- [Task to carry out]:
Print exactly the lines below between the line containing "Please mark all" and the line containing "Detect all labels, symbols", counting both of those lines. Leave pictures out.

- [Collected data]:
━━━━

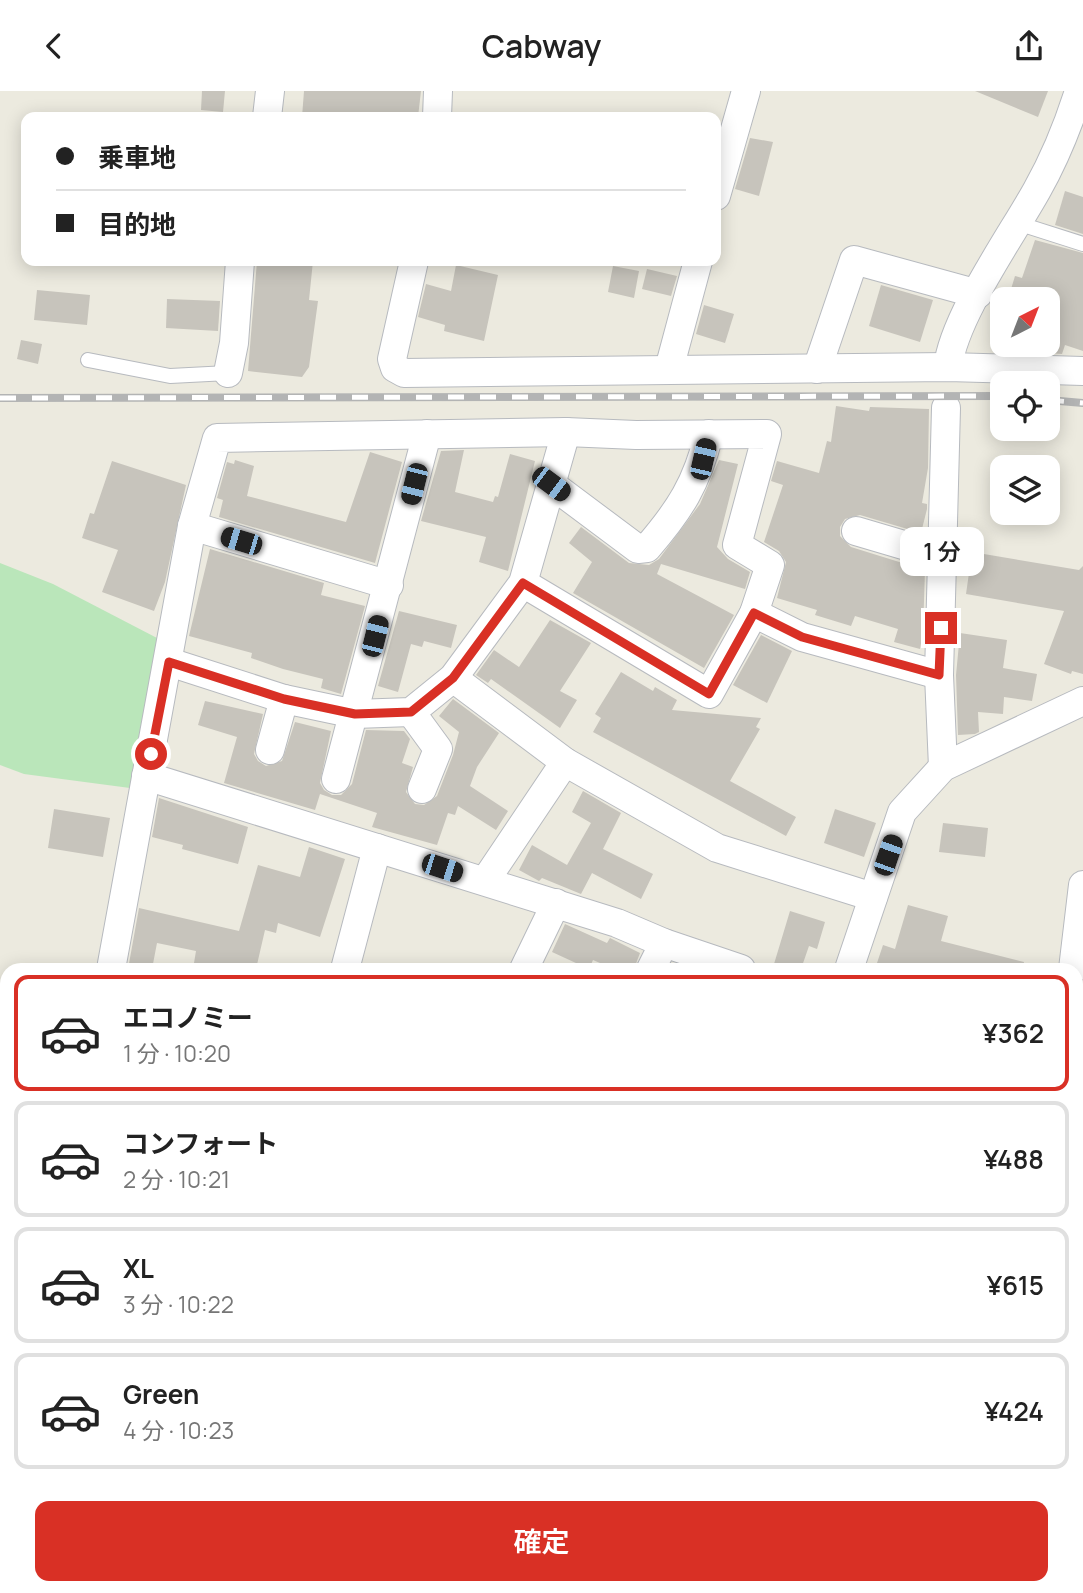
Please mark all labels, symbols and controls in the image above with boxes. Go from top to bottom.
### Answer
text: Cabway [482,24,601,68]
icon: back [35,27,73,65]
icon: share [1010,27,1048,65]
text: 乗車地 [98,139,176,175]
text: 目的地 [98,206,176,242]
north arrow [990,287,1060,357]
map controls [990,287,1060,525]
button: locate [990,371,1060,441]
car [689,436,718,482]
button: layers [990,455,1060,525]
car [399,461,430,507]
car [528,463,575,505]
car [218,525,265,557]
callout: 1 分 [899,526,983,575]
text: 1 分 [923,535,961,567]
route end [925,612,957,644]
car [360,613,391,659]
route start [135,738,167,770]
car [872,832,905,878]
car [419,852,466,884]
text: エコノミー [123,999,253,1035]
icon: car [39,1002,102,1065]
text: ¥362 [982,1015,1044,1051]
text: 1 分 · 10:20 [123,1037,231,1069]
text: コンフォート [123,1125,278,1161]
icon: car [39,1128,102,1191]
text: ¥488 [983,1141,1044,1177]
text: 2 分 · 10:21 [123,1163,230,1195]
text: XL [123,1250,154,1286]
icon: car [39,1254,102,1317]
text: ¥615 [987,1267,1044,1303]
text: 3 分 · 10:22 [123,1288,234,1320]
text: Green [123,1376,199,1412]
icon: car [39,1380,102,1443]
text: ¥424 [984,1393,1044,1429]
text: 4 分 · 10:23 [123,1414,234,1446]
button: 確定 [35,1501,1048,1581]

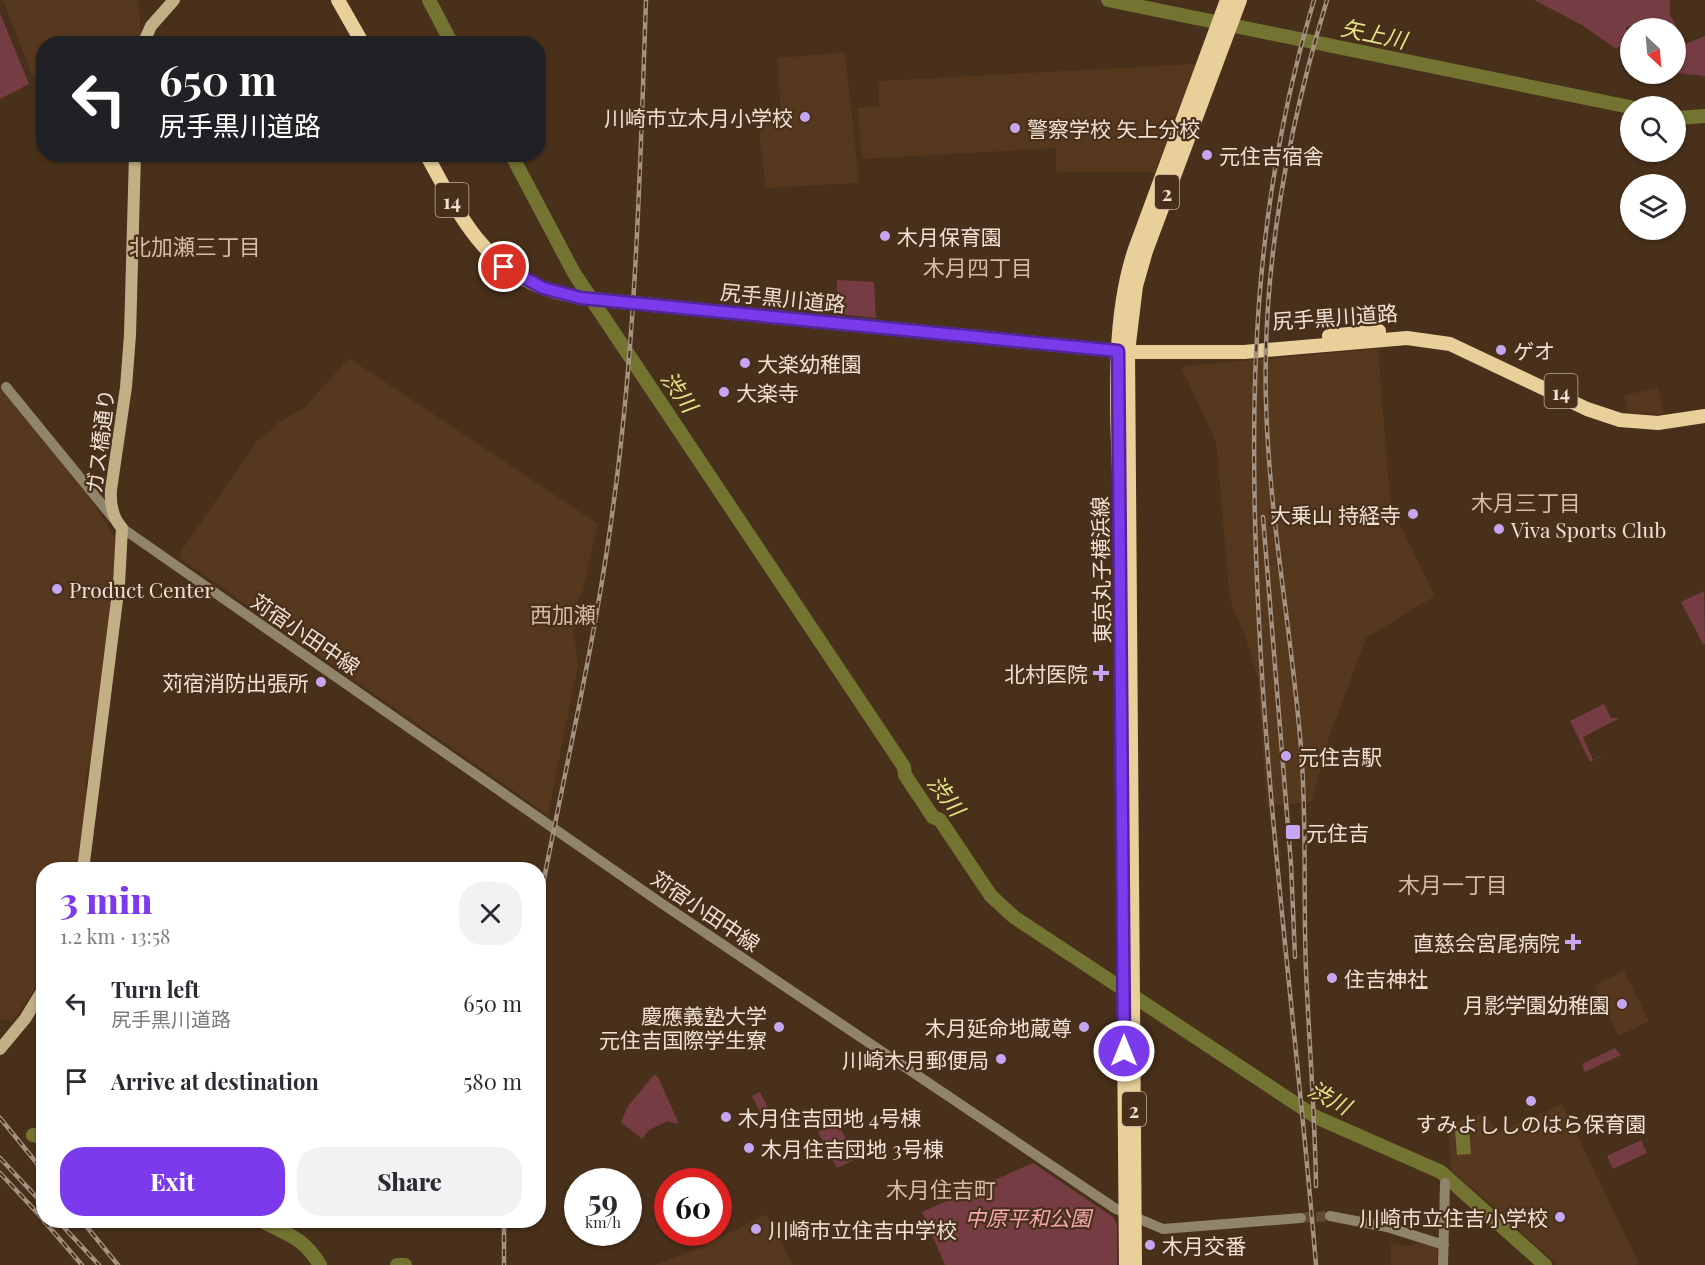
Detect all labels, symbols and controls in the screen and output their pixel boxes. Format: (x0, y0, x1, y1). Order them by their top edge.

━━━━

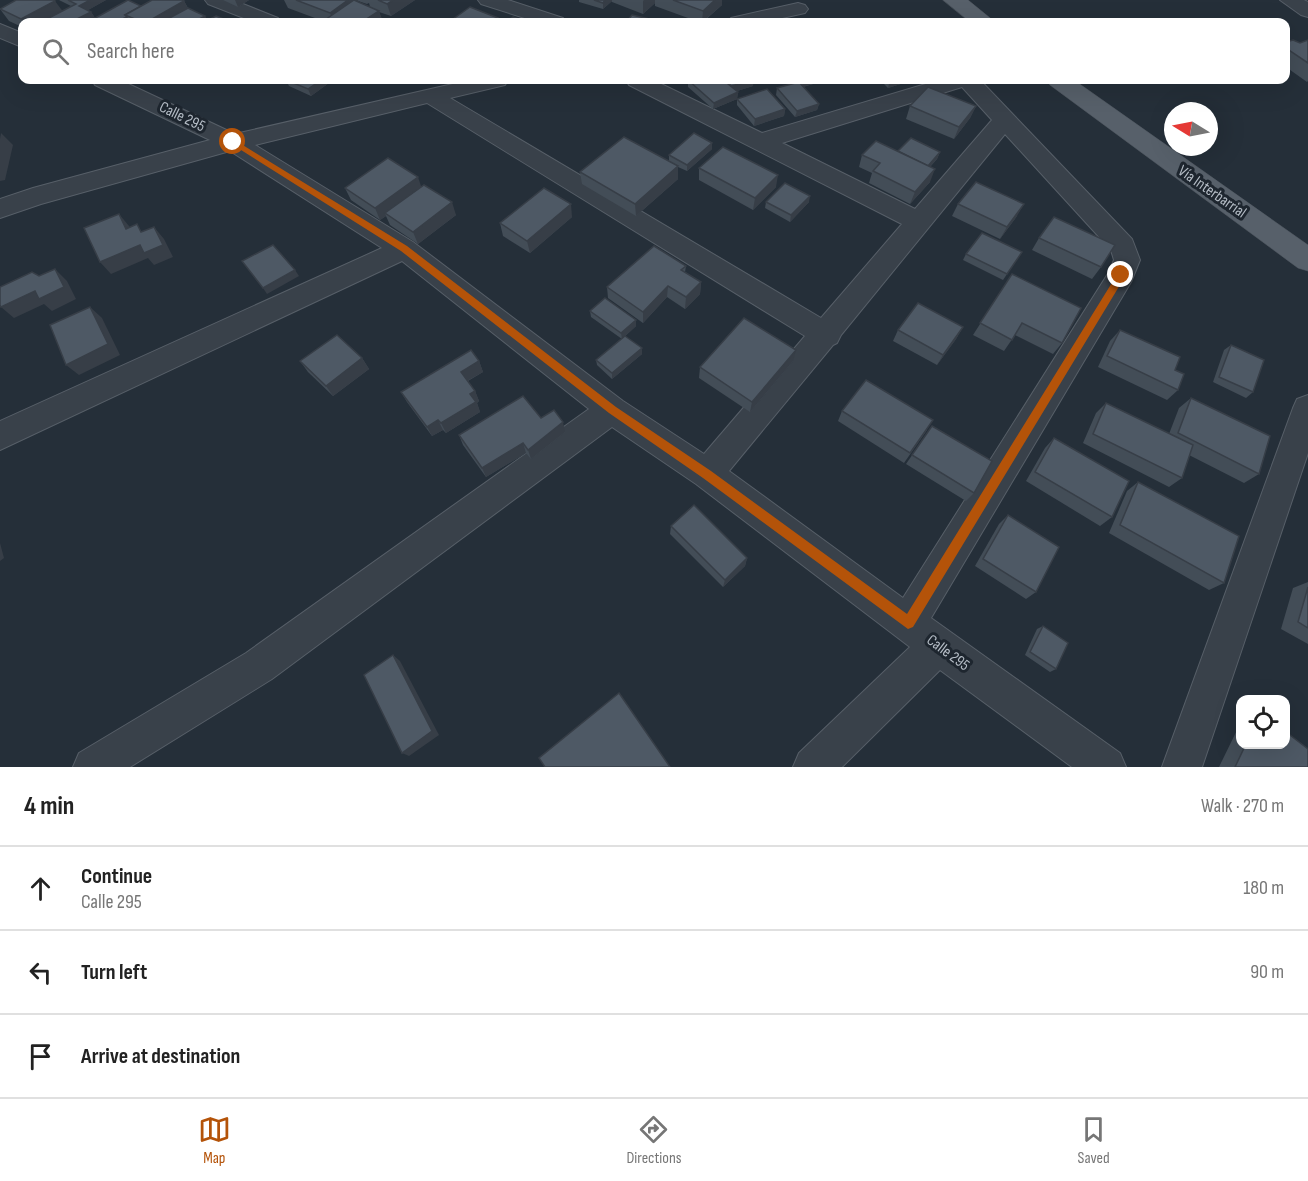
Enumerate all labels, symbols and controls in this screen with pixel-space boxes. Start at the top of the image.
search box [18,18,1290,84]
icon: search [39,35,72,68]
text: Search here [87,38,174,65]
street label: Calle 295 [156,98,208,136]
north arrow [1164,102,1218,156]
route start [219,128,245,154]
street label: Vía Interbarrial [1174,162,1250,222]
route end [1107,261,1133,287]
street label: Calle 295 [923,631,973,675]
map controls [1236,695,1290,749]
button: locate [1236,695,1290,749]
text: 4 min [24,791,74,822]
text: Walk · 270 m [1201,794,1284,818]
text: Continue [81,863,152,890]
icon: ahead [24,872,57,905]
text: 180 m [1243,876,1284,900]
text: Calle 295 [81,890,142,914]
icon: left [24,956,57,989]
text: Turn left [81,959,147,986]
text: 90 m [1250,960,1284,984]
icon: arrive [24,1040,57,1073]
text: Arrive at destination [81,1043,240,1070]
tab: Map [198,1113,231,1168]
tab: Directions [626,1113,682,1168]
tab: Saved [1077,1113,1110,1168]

━━━━

- [Task solution]:
Please mark all labels, symbols and controls in the image above with boxes. Go from top to bottom.
### Answer
text: Cabway [482,24,601,68]
icon: back [35,27,73,65]
icon: share [1010,27,1048,65]
text: 乗車地 [98,139,176,175]
text: 目的地 [98,206,176,242]
north arrow [990,287,1060,357]
map controls [990,287,1060,525]
button: locate [990,371,1060,441]
car [689,436,718,482]
button: layers [990,455,1060,525]
car [399,461,430,507]
car [528,463,575,505]
car [218,525,265,557]
callout: 1 分 [899,526,983,575]
text: 1 分 [923,535,961,567]
route end [925,612,957,644]
car [360,613,391,659]
route start [135,738,167,770]
car [872,832,905,878]
car [419,852,466,884]
text: エコノミー [123,999,253,1035]
icon: car [39,1002,102,1065]
text: ¥362 [982,1015,1044,1051]
text: 1 分 · 10:20 [123,1037,231,1069]
text: コンフォート [123,1125,278,1161]
icon: car [39,1128,102,1191]
text: ¥488 [983,1141,1044,1177]
text: 2 分 · 10:21 [123,1163,230,1195]
text: XL [123,1250,154,1286]
icon: car [39,1254,102,1317]
text: ¥615 [987,1267,1044,1303]
text: 3 分 · 10:22 [123,1288,234,1320]
text: Green [123,1376,199,1412]
icon: car [39,1380,102,1443]
text: ¥424 [984,1393,1044,1429]
text: 4 分 · 10:23 [123,1414,234,1446]
button: 確定 [35,1501,1048,1581]

Detect all labels, symbols and controls in the screen and output their pixel boxes. Format: (x0, y0, x1, y1). Order them by their top edge.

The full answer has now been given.